Monica Duffy Toft: So I’ve been asked to choose an amendment that I think is important and valuable, and so I think: the First Amendment. 

And it’s not only because it’s the First Amendment, it’s what it says. 

And it says “Congress shall make no law respecting an establishment of religion, or prohibiting the free exercise thereof; or abridging the freedom of speech, or of the press; or the right of the people peaceably to assemble, and to petition the government for a redress of grievances.” 

And I think from the Constitution this sets up the rest of the Constitution about what it means to be an American citizen and the value of our individual liberties because it sets us apart. As individuals we have the right to speech, we have the right to association, we have the right to religion, we can think, we can act, we can associate freely. 

And as a scholar of international relations, when you poll people around the world and they ask, “What is it that you think is most important about the United States that you think sets the United States apart,” more often than not people point to the First Amendment and to the freedom of speech, the freedom of assembly, the freedom of religion as first and foremost what makes the United States special—that we privilege individuals as citizens, and our Constitution protects that. 

We need to keep that in mind as citizens, and I have to tell you around the world people acknowledge that and respect that about the United States. 

I really have a hard time with this this idea of freedom of assembly and freedom of speech regardless of the nature of that speech. 

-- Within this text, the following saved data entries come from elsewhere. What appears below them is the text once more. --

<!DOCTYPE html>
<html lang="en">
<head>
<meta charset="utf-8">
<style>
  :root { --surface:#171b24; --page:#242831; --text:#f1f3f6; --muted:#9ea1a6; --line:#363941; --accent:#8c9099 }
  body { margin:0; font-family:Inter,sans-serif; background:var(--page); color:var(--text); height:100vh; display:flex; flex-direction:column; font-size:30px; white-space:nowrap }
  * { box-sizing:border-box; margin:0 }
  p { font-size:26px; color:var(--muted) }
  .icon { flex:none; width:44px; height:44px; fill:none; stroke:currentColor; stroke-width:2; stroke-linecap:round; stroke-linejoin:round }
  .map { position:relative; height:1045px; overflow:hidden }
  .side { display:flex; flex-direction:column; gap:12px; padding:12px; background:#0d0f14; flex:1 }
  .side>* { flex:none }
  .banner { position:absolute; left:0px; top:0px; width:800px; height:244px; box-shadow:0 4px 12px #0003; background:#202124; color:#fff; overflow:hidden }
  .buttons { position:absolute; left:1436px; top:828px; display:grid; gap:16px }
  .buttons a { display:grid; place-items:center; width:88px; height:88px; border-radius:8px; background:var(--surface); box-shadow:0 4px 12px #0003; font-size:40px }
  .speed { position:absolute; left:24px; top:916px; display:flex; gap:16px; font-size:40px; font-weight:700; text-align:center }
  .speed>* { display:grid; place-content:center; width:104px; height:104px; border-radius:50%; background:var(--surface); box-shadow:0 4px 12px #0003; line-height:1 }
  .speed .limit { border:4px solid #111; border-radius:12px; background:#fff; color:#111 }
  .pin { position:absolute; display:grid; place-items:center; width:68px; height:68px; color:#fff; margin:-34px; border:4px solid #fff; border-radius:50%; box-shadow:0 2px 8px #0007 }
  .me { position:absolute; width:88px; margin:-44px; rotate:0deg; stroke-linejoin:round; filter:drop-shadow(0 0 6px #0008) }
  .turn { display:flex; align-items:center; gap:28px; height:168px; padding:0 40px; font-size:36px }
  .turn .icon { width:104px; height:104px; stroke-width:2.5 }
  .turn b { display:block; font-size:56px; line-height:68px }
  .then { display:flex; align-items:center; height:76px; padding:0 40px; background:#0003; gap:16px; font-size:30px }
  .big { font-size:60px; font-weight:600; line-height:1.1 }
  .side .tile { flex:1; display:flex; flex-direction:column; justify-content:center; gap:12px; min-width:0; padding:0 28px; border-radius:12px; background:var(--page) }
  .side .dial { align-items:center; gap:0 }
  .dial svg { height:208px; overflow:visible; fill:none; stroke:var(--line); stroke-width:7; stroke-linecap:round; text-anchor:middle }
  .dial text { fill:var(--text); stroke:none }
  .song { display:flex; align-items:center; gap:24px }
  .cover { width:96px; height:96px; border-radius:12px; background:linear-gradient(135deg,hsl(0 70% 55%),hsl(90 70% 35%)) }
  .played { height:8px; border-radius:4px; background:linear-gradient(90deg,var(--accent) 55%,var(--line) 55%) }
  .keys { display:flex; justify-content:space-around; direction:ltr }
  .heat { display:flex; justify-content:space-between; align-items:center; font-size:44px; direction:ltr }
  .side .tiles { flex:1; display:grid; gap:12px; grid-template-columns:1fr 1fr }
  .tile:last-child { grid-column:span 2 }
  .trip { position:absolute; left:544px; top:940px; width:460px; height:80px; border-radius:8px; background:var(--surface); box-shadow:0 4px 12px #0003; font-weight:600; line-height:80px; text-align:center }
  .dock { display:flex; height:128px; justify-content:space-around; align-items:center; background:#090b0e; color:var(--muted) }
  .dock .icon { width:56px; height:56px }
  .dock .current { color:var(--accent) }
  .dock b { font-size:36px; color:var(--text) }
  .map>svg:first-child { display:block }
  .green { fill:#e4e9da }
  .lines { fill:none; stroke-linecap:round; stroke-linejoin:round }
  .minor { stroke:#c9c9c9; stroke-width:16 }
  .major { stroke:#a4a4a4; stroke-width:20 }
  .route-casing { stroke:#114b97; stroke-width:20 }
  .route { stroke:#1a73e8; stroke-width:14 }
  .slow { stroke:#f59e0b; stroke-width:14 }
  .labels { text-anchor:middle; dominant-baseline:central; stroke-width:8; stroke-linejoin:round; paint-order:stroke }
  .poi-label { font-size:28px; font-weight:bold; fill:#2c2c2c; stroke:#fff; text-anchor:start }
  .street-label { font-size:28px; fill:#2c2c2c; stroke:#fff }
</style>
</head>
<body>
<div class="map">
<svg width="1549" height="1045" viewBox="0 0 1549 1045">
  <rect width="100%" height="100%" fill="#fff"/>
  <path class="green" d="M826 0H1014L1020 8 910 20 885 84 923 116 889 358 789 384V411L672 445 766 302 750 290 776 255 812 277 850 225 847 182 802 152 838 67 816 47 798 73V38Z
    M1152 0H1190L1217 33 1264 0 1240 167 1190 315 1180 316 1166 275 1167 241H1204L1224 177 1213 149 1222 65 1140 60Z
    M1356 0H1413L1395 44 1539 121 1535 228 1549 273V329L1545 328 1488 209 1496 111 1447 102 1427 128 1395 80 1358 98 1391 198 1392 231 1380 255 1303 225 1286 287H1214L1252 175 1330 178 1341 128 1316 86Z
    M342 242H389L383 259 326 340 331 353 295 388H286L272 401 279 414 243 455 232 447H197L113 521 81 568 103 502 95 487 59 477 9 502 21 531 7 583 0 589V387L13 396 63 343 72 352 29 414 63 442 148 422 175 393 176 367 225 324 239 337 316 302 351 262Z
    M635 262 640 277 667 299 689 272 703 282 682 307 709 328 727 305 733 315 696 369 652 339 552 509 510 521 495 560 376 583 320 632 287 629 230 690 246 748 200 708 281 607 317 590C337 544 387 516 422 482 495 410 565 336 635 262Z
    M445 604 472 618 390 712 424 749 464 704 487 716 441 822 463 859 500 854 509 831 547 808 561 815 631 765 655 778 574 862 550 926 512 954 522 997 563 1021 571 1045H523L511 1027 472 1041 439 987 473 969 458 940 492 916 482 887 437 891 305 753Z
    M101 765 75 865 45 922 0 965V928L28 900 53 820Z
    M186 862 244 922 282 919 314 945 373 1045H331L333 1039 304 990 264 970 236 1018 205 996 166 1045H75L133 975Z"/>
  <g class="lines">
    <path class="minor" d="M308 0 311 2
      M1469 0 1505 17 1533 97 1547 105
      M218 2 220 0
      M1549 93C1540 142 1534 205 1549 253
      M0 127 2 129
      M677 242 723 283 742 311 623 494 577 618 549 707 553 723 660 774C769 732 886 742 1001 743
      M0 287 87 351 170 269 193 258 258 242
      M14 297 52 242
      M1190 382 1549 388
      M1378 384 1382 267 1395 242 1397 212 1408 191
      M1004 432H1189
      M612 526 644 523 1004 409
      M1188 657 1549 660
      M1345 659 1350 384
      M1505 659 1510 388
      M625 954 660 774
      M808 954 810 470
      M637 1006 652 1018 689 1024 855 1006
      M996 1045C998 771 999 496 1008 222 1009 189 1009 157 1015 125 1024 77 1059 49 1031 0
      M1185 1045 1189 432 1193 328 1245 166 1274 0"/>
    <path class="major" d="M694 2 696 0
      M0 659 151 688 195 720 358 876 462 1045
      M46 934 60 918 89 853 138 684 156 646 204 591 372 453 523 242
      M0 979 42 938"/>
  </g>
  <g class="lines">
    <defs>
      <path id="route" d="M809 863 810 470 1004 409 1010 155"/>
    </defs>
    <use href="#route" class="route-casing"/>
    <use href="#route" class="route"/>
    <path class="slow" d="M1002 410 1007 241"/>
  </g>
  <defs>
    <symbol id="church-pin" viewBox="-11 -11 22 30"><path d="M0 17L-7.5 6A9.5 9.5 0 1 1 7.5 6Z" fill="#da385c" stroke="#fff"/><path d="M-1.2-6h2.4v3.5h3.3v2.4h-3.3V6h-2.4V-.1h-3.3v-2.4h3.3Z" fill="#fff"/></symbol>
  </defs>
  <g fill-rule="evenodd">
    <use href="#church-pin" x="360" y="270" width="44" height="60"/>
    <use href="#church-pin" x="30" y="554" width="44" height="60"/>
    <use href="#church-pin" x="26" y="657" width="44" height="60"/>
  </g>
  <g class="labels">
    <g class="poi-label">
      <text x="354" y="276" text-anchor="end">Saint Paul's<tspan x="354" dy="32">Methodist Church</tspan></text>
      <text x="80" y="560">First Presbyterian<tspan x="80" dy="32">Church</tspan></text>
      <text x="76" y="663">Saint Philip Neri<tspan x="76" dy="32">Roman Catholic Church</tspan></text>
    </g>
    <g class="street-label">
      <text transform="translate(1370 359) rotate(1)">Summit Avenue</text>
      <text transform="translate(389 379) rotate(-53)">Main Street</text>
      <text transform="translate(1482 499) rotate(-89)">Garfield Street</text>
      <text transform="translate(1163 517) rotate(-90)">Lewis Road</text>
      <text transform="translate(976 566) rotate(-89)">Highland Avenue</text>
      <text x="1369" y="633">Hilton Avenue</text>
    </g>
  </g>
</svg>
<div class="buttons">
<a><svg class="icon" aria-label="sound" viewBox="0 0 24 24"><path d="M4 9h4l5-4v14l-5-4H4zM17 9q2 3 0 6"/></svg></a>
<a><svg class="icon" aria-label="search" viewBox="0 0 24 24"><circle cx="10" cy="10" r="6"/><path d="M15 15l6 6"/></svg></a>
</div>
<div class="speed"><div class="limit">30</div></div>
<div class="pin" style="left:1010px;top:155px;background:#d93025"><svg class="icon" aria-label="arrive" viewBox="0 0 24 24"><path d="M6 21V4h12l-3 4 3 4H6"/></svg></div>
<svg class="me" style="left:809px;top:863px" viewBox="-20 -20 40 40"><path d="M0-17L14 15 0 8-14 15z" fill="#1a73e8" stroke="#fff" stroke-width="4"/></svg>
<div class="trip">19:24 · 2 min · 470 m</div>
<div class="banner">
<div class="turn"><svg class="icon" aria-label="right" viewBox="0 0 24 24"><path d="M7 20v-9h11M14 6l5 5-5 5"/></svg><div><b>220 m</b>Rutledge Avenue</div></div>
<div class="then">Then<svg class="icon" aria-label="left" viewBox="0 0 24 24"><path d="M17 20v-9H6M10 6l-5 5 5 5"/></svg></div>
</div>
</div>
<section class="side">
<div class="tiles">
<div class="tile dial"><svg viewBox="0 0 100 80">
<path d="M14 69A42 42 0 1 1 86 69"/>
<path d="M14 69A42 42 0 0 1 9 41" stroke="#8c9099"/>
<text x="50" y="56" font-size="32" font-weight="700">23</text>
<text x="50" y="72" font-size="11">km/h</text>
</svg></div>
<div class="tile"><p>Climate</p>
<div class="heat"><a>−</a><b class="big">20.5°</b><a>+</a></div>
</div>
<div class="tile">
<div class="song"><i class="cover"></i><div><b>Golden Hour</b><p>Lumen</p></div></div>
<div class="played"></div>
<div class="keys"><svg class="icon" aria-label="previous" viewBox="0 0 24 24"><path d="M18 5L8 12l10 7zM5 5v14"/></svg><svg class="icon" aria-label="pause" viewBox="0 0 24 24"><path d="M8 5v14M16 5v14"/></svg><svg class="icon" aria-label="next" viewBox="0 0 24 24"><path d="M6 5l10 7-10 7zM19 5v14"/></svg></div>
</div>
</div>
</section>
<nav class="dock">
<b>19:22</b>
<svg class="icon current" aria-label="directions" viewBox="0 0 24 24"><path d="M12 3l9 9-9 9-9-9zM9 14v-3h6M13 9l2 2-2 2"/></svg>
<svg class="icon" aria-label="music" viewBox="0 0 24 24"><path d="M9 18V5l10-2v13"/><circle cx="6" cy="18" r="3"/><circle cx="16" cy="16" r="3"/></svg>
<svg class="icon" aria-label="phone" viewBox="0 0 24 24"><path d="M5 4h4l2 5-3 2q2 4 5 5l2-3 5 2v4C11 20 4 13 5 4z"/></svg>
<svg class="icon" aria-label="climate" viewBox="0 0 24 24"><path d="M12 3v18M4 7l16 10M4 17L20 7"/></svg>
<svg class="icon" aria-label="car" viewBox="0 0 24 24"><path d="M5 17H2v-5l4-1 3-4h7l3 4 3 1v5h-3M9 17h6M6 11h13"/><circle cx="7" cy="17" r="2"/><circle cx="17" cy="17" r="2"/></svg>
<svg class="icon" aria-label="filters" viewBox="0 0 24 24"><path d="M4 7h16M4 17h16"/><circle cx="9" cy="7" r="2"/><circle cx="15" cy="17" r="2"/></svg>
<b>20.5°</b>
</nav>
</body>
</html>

I mean there are exceptions to that, about whether it promulgates violence or potentially promulgates violence, and I tend to come down on the liberal side, that people should have freedom of speech—and that as defender of the First Amendment of the Constitution that then you need to redouble your efforts to make sure that, if you fear that this is going to lead to violence, conflict, that you redouble your efforts and have police and you make arrests and you say “you’ve overstepped your boundaries.” 

So I tend to be somebody who says, “Let them assemble, let them have their freedom of speech, and redouble your efforts and take measures to ensure that that can happen.”